Hans Peter Schadek: Effectivement, l’EU a exprimé sa préoccupation par rapport à la situation humanitaire et le niveau de violence qui sévit dans les deux régions, et des nombreux défis restent posés. Je profite d’ailleurs de l’occasion que vous m’offrez pour dire que l’UE est fermement attachée au respect de l’intégrité territoriale du Cameroun, de même qu’elle est foncièrement attachée aux valeurs des Droits de l’Homme et des principes démocratiques. Sur ces questions, nous sommes d’ailleurs engagés dans un dialogue régulier avec les autorités camerounaises et cela fait partie de notre partenariat. C’est un dialogue ouvert et confiant. Je pense donc qu’à travers ce dialogue, les deux parties donnent leurs points de vue respectifs et échangent sur les voies et moyens de sortir de la situation actuelle.

La déclaration évoquait aussi expressément l’arrestation et la détention prolongée de plusieurs dirigeants d’un parti de l’opposition, dont son leader Maurice Kamto, et d’un nombre important de manifestants et de sympathisants, ainsi que l’ouverture de procédures disproportionnées à leur encontre devant la justice militaire. Pensez-vous que les autorités camerounaises ont pris des mesures qui vont dans le sens de l’apaisement du malaise politique?

Hans Peter Schadek: Je pense que je ne serais pas dans mon rôle si je devais commenter en détail l’action des autorités camerounaises dans cette affaire. La Déclaration de la Haute Représentante, au nom des 28 Etats membres, est une référence importante et ne nécessite pas un commentaire additionnel de ma part. Je dirais juste que les questions liées aux principes démocratiques et à l’Etat de droit font également l’objet de notre dialogue politique que j’ai mentionné tout à l’heure.

L’Union européenne lançait aussi dans la même déclaration un appel au dialogue politique inclusif dans un contexte de respect des libertés fondamentales et d’État de droit. Le silence du gouvernement camerounais vous préoccupe-il ?
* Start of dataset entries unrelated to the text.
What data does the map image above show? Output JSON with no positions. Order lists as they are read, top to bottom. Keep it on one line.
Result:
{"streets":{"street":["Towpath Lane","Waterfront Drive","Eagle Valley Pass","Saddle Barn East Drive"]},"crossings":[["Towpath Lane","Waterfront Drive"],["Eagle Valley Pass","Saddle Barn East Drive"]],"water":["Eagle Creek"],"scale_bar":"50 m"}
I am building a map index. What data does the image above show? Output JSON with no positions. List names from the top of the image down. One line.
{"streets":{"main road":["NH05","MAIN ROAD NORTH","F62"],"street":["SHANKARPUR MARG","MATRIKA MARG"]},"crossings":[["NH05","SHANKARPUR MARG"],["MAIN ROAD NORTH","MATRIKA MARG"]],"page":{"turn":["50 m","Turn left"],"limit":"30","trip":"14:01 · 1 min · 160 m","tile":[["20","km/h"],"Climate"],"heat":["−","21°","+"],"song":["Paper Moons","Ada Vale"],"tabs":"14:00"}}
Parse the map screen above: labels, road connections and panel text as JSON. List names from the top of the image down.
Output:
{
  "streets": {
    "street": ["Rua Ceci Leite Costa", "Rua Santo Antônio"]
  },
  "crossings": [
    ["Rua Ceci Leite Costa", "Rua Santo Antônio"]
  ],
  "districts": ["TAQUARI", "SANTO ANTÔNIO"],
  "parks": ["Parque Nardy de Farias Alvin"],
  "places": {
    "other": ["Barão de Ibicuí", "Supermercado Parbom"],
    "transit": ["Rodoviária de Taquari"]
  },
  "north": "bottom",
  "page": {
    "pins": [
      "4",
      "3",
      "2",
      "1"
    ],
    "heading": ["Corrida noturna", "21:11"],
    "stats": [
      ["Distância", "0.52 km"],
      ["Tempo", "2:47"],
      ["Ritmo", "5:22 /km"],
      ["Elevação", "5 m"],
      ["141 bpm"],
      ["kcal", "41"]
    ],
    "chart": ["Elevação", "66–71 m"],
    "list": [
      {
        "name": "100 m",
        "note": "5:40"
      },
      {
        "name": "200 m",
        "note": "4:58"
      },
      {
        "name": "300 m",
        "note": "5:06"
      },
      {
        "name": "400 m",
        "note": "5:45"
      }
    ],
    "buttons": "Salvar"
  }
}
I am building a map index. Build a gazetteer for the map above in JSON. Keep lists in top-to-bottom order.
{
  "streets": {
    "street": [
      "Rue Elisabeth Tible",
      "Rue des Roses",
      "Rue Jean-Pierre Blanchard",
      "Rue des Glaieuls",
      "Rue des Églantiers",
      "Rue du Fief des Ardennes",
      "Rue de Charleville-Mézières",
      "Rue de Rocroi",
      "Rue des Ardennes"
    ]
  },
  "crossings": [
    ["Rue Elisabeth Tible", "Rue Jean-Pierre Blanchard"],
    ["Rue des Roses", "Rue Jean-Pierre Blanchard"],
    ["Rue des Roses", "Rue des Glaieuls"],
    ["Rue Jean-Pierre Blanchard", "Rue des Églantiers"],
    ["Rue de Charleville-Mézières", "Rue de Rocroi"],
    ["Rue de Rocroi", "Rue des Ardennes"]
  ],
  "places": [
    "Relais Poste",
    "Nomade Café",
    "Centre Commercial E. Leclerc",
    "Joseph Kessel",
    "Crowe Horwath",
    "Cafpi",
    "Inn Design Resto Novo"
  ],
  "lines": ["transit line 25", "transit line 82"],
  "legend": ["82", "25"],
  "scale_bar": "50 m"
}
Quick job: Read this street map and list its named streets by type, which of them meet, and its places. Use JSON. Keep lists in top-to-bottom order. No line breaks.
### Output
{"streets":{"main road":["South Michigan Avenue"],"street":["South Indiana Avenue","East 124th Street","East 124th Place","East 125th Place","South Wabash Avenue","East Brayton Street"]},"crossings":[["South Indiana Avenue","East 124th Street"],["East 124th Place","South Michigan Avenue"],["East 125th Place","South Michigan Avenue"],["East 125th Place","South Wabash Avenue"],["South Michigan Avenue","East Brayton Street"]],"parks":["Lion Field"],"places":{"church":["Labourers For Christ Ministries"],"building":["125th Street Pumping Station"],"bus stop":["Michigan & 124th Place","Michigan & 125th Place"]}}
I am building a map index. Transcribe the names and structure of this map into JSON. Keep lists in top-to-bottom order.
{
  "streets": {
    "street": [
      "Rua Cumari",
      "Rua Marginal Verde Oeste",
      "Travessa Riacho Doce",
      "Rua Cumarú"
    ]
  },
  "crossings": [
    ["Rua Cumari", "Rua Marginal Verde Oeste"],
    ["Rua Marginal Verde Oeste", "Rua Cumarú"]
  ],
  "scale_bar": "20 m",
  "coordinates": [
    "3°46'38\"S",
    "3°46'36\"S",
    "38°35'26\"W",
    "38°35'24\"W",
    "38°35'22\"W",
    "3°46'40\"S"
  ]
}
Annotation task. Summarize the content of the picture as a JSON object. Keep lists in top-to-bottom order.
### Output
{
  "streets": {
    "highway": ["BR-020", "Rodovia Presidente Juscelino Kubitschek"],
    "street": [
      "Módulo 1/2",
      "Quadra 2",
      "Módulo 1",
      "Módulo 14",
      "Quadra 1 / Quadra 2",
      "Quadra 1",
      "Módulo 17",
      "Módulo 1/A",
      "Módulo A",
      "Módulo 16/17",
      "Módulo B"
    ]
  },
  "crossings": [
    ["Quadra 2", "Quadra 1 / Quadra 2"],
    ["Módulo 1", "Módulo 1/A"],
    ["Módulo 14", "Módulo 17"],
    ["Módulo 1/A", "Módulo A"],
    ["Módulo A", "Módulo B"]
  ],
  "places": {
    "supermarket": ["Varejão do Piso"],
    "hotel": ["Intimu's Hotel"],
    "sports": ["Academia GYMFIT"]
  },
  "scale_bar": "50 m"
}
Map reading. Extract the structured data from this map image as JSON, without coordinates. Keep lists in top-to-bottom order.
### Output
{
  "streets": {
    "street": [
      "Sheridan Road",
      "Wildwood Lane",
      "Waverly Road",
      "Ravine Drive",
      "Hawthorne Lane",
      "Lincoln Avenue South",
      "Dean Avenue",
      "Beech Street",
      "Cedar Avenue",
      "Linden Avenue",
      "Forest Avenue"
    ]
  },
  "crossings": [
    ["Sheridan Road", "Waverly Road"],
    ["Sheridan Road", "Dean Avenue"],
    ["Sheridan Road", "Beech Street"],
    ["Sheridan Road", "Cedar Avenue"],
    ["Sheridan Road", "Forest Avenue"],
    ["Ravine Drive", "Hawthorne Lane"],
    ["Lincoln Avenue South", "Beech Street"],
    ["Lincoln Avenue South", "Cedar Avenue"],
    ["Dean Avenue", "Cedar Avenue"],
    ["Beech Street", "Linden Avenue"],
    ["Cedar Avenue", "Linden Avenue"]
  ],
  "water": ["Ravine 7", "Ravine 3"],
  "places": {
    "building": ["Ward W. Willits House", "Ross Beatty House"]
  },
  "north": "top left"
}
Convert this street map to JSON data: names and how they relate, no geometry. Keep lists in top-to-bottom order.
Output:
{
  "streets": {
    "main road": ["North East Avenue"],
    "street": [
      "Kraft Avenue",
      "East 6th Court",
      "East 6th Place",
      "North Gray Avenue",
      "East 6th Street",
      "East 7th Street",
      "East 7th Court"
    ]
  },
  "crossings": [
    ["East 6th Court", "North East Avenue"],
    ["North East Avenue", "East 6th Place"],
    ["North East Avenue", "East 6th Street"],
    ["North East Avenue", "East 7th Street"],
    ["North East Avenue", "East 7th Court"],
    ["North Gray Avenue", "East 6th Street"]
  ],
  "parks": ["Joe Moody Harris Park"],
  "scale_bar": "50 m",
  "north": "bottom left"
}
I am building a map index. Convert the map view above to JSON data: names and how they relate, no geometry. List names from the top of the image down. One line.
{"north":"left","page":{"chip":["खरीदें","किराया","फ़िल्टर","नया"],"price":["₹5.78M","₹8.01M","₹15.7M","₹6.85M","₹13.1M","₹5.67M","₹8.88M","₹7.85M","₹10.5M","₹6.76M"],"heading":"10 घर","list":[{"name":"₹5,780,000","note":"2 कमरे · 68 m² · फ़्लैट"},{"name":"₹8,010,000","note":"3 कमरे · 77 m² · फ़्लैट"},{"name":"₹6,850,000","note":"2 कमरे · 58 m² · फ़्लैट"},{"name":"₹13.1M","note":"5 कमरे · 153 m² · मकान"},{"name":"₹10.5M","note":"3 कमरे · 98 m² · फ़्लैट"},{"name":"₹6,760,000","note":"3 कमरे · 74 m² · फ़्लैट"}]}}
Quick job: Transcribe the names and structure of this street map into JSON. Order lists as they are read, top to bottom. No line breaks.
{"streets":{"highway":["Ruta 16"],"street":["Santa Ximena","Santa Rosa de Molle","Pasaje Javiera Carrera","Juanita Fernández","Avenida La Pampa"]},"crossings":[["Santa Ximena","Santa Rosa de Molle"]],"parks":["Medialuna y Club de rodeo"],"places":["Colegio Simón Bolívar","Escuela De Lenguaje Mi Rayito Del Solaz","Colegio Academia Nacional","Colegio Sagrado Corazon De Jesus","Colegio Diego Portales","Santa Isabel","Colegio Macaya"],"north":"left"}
Hans Peter Schadek: Il faut dire que nous n’avons pas, s’agissant d’un dialogue sur la situation dans le Nord-Ouest et Sud-Ouest, de solution toute faite, à importer de l’extérieur. C’est d’abord aux Camerounais de définir les contours d’un tel dialogue et de trouver une voie de sortie de la situation actuelle. Dans ce sens, la déclaration est plutôt l’expression de notre préoccupation et de notre solidarité avec la population civile qui est victime des violences et qui aspire à revenir à une vie normale et paisible. Mais nous restons évidemment attentifs aux questions humanitaires et de droits de l’Homme dans ce contexte, et nous tenons prêts à « être utiles », comme d’autres acteurs, en cas de besoin. Par ailleurs, il faut dire que nous appuyons déjà la réponse humanitaire en cours.